◆ **Task to complete**
After finding the line with "M326 634 365" in the entries below, retype exactly each line from there through the line with "<!-- markers -->", including that final line.

● ● ● ● ●

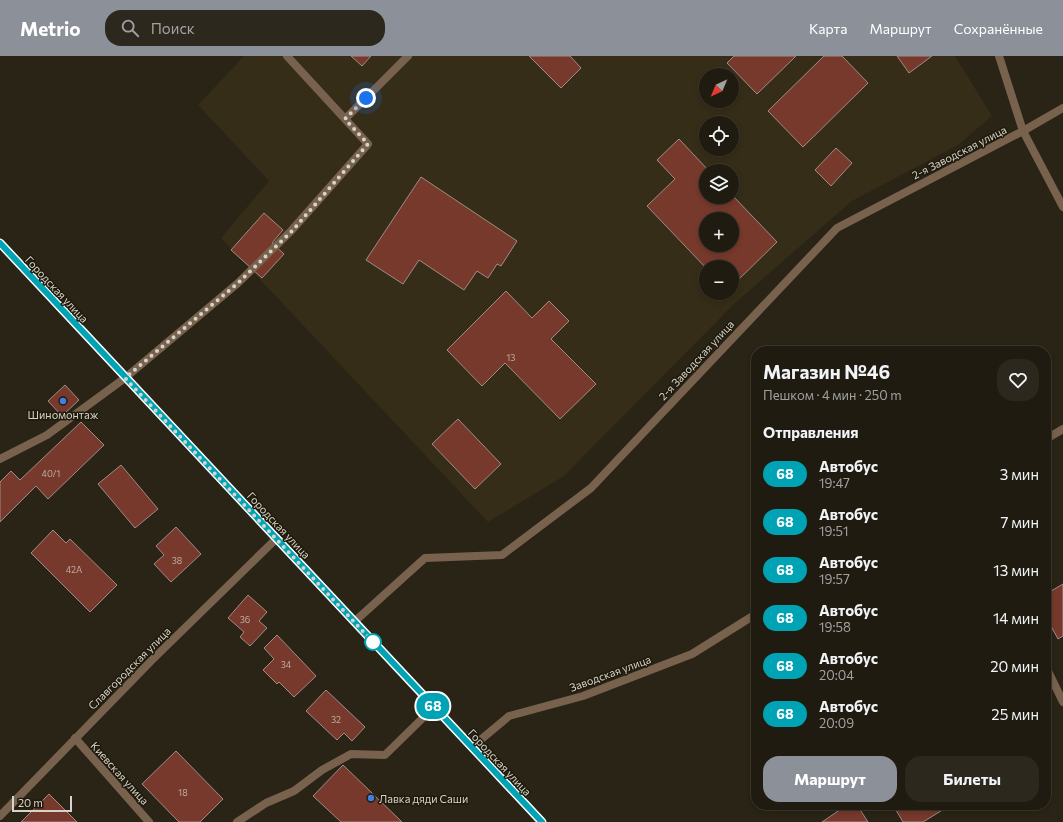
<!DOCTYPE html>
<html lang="ru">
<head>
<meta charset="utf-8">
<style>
	:root { --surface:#1f1b10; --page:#2c281e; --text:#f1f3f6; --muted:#a1a19f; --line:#3c3930; --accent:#8c9099 }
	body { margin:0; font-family:Commissioner,sans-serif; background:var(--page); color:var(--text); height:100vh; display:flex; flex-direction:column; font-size:15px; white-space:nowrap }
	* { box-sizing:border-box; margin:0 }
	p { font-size:13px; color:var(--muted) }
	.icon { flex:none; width:22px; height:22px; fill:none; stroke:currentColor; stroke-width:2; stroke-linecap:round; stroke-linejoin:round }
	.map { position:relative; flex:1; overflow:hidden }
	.side { position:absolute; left:751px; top:290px; width:300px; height:464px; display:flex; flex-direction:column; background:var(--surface); border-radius:16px; box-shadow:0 2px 6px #0003,0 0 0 1px var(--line) }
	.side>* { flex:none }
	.badge { padding:0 8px; border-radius:13px; font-size:14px; line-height:26px }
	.needle { width:26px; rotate:224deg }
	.fabs { position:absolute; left:699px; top:12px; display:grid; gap:8px }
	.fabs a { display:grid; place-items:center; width:40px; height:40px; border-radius:50%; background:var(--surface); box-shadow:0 2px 6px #0003,0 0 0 1px var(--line); font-size:20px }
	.scale { position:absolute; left:12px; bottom:10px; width:60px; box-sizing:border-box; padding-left:4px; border:2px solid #d6d3ca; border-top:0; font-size:11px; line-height:14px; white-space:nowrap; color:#d6d3ca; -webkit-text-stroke:3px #1f1a0c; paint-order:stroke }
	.you { position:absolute; width:20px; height:20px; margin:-10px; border:3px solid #fff; border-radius:50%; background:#1a73e8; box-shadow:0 0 0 6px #1a73e833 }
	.map>.badge { position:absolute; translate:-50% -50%; box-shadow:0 0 0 2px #fff }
	h2 { padding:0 12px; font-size:15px; line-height:36px }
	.round { display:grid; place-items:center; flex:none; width:42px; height:42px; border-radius:16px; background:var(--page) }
	.head { display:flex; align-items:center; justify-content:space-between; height:68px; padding:0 12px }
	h1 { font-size:19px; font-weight:700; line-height:30px }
	.cta { display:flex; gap:8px; margin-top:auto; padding:8px 12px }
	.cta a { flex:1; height:46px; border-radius:16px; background:var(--accent); color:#fff; font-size:16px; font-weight:700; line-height:46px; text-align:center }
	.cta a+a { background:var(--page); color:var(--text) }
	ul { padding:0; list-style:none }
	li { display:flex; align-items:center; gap:12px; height:48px; padding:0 12px }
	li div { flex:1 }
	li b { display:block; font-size:15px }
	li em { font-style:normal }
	li .badge { min-width:44px; font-weight:700; text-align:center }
	header { display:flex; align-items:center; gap:24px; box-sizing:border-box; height:56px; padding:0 20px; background:var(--accent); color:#fff }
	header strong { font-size:19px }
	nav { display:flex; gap:22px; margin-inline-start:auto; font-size:14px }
	.search { width:280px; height:36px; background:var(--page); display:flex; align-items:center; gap:10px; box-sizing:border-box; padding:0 14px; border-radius:16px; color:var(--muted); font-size:15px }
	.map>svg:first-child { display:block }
	.built { fill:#352d18; fill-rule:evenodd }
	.building { fill:#77392b; stroke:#a18c87; fill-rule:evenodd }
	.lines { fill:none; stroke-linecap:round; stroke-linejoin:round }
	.service { stroke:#78624e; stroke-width:8 }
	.minor { stroke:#78624e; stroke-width:8 }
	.tertiary { stroke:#78624e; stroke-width:8 }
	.line-casing { stroke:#fff; stroke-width:9 }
	.line { stroke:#00a3b4; stroke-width:6 }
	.walk { stroke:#d6d3ca; stroke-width:4; stroke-dasharray:0 7.2 }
	.shop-dot { fill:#3f7fe0; stroke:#1f1a0c; stroke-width:1.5 }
	.stop-dot { fill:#fff; stroke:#00a3b4; stroke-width:2 }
	.labels { text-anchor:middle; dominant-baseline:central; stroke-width:3; stroke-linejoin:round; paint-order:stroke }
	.number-label { font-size:9px; fill:#beaca2 }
	.street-label { font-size:11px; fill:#d6d3ca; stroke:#1f1a0c }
	.poi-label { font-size:11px; fill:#d6d3ca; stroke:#1f1a0c }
</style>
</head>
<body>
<header>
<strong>Metrio</strong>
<div class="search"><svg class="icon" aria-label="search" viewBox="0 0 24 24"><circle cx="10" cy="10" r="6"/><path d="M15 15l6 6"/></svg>Поиск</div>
<nav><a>Карта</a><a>Маршрут</a><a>Сохранённые</a></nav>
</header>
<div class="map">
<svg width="1063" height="766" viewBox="0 0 1063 766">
	<rect width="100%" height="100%" fill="#292415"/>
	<!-- built -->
	<path class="built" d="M244 0H955L992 60 958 89 852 145 735 247 564 420 488 466 221 182 269 125 198 49ZM706 19H732V45H706ZM706 67H732V93H706ZM706 115H732V141H706ZM706 163H732V189H706ZM706 211H732V237H706Z"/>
	<!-- building -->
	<path class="building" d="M351 0H371L362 10Z
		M529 0H570L581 12 561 32Z
		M734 0H796L757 38 727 7Z
		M824 0H842L868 27 803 91 768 55Z
		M897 0H932L909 17Z
		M679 83 709 115H706V141H732V139L777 186 732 230V211L706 212 647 150 675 123 657 104ZM706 163H732V189H706Z
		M836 92 852 107 831 130 815 114Z
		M421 121 517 185 501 210 497 208 488 222 477 215 464 234 419 204 403 228 366 204Z
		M264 157 283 174 272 187 284 198 262 222 231 194Z
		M506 235 532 262 549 245 569 265 551 283 596 328 560 363 505 307 482 330 447 294Z
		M65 329 79 344 62 360 48 345Z
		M458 363 501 408 475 433 432 388Z
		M81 366 104 389 48 443 36 430 0 466V426L11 415 20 424Z
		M121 409 158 453 135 472 98 428Z
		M176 471 201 498 171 526 154 508 164 499 156 490Z
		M53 474 66 487 70 483 117 529 90 556 31 497Z
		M1063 528V580L1058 583 1046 561V538Z
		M248 539 267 556 259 565 267 572 250 590 240 581 244 576 228 562Z
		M277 579 316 620 294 641 279 626 277 628 263 614 274 603 264 592Z
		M326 634 365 671 352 685 344 677 337 684 306 655Z
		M176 695 223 743 200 766H179L142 728Z
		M343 709 402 766H341L313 740Z
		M49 738 77 766H21Z
		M847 749H857L868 766H822Z
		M893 749H949V750L923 766H903Z"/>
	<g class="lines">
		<!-- service -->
		<path class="service" d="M345 63 408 0
			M0 403 47 379 125 322 238 227 291 175 368 88 287 0"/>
		<!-- minor -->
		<path class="minor" d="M999 0 1023 75 1063 151
			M1046 383 1063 373
			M354 566 425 502 502 499 591 432 837 172 1023 75 1063 52
			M1046 611 1063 646
			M75 682 149 766
			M472 691 509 660 583 640 692 598 756 558
			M0 760 152 604 277 482
			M237 766 266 747 294 735 322 714 351 698 385 699 434 651"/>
		<!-- tertiary -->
		<path class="tertiary" d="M0 187 542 766"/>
	</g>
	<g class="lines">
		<defs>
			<path id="line" d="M0 187 542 766"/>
		</defs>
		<!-- line casing -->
		<use href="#line" class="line-casing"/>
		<!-- line -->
		<use href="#line" class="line"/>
		<!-- walk -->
		<path class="walk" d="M366 42 345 63 368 88 292 175 238 227 125 322 374 587 373 586"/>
	</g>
	<!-- markers -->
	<g class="shop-dot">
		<circle cx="63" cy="345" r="4"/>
		<circle cx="371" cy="742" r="4"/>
	</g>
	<circle class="stop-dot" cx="373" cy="586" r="8"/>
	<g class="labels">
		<!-- number labels -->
		<g class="number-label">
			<text x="511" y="301">13</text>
			<text x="51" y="417">40/1</text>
			<text x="177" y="504">38</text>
			<text x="74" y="513">42А</text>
			<text x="245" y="563">36</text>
			<text x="286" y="608">34</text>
			<text x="336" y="663">32</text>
			<text x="183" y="736">18</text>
		</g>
		<!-- street labels -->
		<g class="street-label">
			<text transform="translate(959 96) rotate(-27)">2-я Заводская улица</text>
			<text transform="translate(57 233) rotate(47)">Городская улица</text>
			<text transform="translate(696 304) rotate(-47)">2-я Заводская улица</text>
			<text transform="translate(279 469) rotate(47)">Городская улица</text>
			<text transform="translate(129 612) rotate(-45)">Славгородская улица</text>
			<text transform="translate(610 617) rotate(-20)">Заводская улица</text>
			<text transform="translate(500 706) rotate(47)">Городская улица</text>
			<text transform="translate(120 717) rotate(48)">Киевская улица</text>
		</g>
		<!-- poi labels -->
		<g class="poi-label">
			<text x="63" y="358">Шиномонтаж</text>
			<text x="379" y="742" text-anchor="start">Лавка дяди Саши</text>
		</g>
	</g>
</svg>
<div class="fabs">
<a><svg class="needle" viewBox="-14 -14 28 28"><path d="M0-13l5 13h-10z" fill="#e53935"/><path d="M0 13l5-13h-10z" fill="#a1a19f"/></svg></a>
<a><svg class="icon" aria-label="locate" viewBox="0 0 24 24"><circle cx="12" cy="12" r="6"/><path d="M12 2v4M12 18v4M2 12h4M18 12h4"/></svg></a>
<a><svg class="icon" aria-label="layers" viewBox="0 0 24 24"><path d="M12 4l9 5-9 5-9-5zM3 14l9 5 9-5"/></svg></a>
<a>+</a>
<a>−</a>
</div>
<div class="scale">20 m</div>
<div class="you" style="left:366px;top:42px"></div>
<b class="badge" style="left:433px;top:650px;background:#00a3b4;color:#fff">68</b>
<section class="side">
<div class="head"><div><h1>Магазин №46</h1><p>Пешком · 4 мин · 250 m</p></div><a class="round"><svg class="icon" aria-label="heart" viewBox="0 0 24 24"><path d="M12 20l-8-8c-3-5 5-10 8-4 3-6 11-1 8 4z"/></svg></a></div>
<h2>Отправления</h2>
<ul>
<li><span class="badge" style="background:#00a3b4;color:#fff">68</span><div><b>Автобус</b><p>19:47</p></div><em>3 мин</em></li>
<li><span class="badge" style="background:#00a3b4;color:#fff">68</span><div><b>Автобус</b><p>19:51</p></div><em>7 мин</em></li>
<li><span class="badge" style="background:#00a3b4;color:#fff">68</span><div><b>Автобус</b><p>19:57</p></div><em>13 мин</em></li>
<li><span class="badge" style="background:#00a3b4;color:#fff">68</span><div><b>Автобус</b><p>19:58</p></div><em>14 мин</em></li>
<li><span class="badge" style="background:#00a3b4;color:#fff">68</span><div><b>Автобус</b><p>20:04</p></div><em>20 мин</em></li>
<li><span class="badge" style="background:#00a3b4;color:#fff">68</span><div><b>Автобус</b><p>20:09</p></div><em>25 мин</em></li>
</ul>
<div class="cta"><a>Маршрут</a><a>Билеты</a></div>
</section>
</div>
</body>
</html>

● ● ● ● ●

◆ **Solution**
		M326 634 365 671 352 685 344 677 337 684 306 655Z
		M176 695 223 743 200 766H179L142 728Z
		M343 709 402 766H341L313 740Z
		M49 738 77 766H21Z
		M847 749H857L868 766H822Z
		M893 749H949V750L923 766H903Z"/>
	<g class="lines">
		<!-- service -->
		<path class="service" d="M345 63 408 0
			M0 403 47 379 125 322 238 227 291 175 368 88 287 0"/>
		<!-- minor -->
		<path class="minor" d="M999 0 1023 75 1063 151
			M1046 383 1063 373
			M354 566 425 502 502 499 591 432 837 172 1023 75 1063 52
			M1046 611 1063 646
			M75 682 149 766
			M472 691 509 660 583 640 692 598 756 558
			M0 760 152 604 277 482
			M237 766 266 747 294 735 322 714 351 698 385 699 434 651"/>
		<!-- tertiary -->
		<path class="tertiary" d="M0 187 542 766"/>
	</g>
	<g class="lines">
		<defs>
			<path id="line" d="M0 187 542 766"/>
		</defs>
		<!-- line casing -->
		<use href="#line" class="line-casing"/>
		<!-- line -->
		<use href="#line" class="line"/>
		<!-- walk -->
		<path class="walk" d="M366 42 345 63 368 88 292 175 238 227 125 322 374 587 373 586"/>
	</g>
	<!-- markers -->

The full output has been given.